Microsoft and OpenAI identified five groups: Forest Blizzard, which is a Russian actor linked to the country’s military cyber unit GRU Unit 26165; Emerald Sleet, a North Korean actor; Crimson Sandstorm, connected to Iran’s Islamic Revolutionary Guard Corps (IRGC); and Charcoal Typhoon and Salmon Typhoon, both Chinese state-affiliated actors.
How these nation-state-linked groups used the LLMs varied. The North Korea-linked group used the LLMs to better understand publicly reported vulnerabilities, for basic scripting tasks, for assistance with content for likely spear-phishing emails and for reconnaissance, such as researching think tanks and government organizations. The Iran-linked group was seen generating phishing emails and using LLMs for tasks such as web scraping. The group was also seen using LLMs to develop undetectable code and for searching how to disable antivirus software. Likewise, Charcoal Typhoon — the Chinese state actor — also used LLMs for advanced commands representative of post-compromise behavior, Microsoft wrote. Other uses included translation and finding coding errors.
Assessment
We previously reported that despite increasing AI adoption within the cybercriminal underground, AI capabilities so far played a small supporting role. Improvements since then and the details provided in this report suggest the role of AI in cybercrime is shifting. Deepfake technology is becoming more convincing and less expensive, which almost certainly will lead to an increase in social-engineering activity and misinformation campaigns. We also expect phishing and BEC activity to increase due to AI’s ability to easily draft phishing pages, social media content and email copy. There’s also the disinformation angle: LLMs excel at creating written content, so LLMs could be a force multiplier for countries such as Russia that have long leveraged disinformation operations and run human-powered content farms (such as the infamous Internet Research Agency).
The academic study looking at GPT-4’s ability to write exploit code based on CVE descriptions deserves more scrutiny, but undoubtedly this type of adversarial use case for LLMs would be desired.
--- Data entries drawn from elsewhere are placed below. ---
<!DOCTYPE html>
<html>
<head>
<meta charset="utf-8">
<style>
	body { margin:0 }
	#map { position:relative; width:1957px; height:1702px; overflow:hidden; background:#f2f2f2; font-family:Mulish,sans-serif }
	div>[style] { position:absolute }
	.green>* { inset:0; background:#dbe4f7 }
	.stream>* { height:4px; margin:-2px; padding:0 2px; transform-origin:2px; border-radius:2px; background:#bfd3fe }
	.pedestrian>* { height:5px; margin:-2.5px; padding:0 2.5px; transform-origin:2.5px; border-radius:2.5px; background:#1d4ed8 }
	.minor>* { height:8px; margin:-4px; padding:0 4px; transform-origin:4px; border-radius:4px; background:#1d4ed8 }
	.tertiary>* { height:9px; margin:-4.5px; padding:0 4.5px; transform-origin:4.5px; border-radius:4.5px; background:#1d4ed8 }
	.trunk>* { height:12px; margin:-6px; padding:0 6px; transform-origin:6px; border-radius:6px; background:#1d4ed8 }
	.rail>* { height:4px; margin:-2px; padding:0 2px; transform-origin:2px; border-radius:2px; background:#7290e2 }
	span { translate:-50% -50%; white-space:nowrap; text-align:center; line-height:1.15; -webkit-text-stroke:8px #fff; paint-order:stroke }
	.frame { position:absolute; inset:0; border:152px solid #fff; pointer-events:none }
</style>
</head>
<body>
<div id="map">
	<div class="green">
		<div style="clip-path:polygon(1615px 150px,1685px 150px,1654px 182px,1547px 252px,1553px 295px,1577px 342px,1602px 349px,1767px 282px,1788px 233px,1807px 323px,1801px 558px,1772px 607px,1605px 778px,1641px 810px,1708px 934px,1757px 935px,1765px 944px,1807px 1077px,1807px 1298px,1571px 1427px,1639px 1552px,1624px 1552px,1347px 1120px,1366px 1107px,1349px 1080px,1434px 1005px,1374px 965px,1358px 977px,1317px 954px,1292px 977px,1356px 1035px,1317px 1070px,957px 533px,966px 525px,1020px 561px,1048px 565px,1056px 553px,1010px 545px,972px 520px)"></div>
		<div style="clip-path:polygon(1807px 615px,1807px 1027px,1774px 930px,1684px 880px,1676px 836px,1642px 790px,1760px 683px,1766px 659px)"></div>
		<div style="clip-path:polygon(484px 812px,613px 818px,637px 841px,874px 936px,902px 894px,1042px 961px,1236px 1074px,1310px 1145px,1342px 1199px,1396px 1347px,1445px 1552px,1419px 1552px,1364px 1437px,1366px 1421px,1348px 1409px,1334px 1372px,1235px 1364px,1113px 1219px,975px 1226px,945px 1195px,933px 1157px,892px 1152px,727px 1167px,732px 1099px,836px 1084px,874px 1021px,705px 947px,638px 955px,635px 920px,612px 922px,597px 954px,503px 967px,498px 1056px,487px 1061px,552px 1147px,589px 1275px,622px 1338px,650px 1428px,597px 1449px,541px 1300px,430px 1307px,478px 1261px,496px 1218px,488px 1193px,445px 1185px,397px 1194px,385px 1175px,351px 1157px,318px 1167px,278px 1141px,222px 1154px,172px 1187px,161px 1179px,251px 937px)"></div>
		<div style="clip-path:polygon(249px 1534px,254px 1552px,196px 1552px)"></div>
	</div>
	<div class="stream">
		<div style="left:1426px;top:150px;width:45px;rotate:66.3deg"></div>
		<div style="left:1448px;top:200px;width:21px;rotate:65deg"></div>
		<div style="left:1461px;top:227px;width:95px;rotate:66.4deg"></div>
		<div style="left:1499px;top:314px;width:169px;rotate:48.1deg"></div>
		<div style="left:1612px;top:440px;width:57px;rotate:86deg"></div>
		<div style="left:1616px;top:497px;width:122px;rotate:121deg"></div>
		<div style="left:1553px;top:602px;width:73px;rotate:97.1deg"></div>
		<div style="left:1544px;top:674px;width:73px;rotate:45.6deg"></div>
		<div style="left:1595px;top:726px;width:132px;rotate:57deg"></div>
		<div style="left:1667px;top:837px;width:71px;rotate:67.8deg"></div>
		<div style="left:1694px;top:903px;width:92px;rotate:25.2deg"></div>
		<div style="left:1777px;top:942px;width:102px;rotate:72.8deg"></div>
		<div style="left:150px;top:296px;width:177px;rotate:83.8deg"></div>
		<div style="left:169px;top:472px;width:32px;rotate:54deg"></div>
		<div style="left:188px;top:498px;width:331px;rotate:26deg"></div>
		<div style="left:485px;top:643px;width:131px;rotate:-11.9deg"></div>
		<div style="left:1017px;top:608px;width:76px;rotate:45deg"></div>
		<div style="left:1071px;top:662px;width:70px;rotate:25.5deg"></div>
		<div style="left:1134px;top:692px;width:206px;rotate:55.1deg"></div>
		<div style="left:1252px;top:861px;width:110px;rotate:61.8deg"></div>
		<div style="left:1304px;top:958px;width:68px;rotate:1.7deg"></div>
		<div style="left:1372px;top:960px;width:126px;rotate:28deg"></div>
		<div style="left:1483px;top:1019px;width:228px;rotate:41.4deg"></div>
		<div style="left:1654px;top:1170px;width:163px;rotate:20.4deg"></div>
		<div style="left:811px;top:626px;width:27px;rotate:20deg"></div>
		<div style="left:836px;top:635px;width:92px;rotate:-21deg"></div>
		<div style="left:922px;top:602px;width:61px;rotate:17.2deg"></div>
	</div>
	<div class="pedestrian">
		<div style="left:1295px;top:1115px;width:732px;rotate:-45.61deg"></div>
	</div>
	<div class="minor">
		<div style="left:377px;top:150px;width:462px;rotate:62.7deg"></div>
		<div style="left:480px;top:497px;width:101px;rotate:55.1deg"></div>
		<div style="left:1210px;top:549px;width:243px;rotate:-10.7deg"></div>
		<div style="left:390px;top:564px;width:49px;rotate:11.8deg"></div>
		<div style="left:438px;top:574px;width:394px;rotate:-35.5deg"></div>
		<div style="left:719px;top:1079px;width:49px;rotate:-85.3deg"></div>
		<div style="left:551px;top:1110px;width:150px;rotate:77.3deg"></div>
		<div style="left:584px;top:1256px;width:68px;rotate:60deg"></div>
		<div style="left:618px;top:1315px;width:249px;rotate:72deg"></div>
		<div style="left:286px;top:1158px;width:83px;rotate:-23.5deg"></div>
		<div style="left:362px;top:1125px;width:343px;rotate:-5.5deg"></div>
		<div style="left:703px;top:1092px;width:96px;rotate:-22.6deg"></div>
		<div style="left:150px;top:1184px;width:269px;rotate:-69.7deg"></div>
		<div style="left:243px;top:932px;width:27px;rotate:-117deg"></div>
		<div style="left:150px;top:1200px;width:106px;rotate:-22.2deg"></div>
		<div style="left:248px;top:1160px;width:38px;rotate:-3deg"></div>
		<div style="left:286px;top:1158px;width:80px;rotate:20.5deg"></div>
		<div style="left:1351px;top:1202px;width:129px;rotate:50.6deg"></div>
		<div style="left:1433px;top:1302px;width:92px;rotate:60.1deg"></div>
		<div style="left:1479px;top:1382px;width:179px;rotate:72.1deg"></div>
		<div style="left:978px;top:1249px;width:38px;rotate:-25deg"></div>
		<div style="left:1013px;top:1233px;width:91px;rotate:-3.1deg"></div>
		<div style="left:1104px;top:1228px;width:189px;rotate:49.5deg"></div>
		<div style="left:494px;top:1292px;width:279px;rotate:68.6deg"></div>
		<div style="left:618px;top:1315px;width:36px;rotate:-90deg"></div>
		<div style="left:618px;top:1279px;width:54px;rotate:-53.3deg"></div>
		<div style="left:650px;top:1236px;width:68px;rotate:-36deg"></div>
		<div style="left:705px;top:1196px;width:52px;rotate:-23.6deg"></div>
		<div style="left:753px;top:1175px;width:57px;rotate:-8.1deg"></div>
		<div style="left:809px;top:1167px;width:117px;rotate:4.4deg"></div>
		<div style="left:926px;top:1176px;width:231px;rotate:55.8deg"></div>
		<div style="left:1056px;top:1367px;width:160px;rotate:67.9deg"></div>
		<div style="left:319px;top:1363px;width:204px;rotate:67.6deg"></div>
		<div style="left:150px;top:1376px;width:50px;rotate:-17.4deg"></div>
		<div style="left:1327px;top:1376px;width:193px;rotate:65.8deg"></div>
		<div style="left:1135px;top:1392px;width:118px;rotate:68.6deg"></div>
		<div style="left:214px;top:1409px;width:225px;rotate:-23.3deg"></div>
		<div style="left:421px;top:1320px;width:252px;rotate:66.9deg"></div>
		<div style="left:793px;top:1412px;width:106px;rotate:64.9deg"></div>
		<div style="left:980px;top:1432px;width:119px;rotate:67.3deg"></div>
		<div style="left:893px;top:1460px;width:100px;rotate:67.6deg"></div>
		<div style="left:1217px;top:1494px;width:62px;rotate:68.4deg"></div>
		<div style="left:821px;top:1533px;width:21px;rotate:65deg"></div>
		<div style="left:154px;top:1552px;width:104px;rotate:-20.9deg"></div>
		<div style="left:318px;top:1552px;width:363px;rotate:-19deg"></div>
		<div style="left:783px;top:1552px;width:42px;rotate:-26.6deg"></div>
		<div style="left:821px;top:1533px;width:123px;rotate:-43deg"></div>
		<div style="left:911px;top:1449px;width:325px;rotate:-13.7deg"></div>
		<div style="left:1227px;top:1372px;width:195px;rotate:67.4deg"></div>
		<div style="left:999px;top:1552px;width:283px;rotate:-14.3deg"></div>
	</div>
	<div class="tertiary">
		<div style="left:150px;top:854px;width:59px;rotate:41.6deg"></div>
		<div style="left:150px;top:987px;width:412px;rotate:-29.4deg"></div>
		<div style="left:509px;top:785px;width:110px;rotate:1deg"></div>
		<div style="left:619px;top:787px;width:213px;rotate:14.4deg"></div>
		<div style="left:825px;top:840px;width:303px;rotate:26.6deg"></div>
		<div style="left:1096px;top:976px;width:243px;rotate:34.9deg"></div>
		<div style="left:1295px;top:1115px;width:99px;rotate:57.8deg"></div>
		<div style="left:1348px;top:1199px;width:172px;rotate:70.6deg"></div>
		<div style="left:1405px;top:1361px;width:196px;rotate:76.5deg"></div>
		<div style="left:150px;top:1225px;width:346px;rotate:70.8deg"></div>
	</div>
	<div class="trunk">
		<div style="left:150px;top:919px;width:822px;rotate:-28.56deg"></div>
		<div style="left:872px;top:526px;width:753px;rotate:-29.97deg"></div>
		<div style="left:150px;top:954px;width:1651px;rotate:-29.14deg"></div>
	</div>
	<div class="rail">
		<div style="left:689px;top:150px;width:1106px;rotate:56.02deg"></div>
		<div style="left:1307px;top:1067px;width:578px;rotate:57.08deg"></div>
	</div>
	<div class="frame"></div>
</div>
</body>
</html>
This capability would be sought-after by everyone from cybercriminals to nation-states. The security landscape will dramatically change when an LLM can find a vulnerability, write and test the exploit code and then autonomously exploit vulnerabilities in the wild. This would mean that vulnerability hunting and exploit writing will no longer be the domain of a few with those skills but rather available to anyone with access to an advanced AI model. Vulnerabilities also could be exploited at a much faster pace, as threat actors could independently generate their own exploits. This would also impact the cyber underground, in that those vulnerability finding and exploit writing skills could become commoditized, and actors would not have to purchase them on forums. For nation-states developing their own AI, this type of capability could be highly sought. It’s a game changer and national security nightmare if an AI tool can perform these tasks at a speed that’s hard for security ops teams to defend against. The advancements in AI over the last 18 months have even left experts in the field astonished, so these unpredictable leaps in capabilities could fully be in the cards.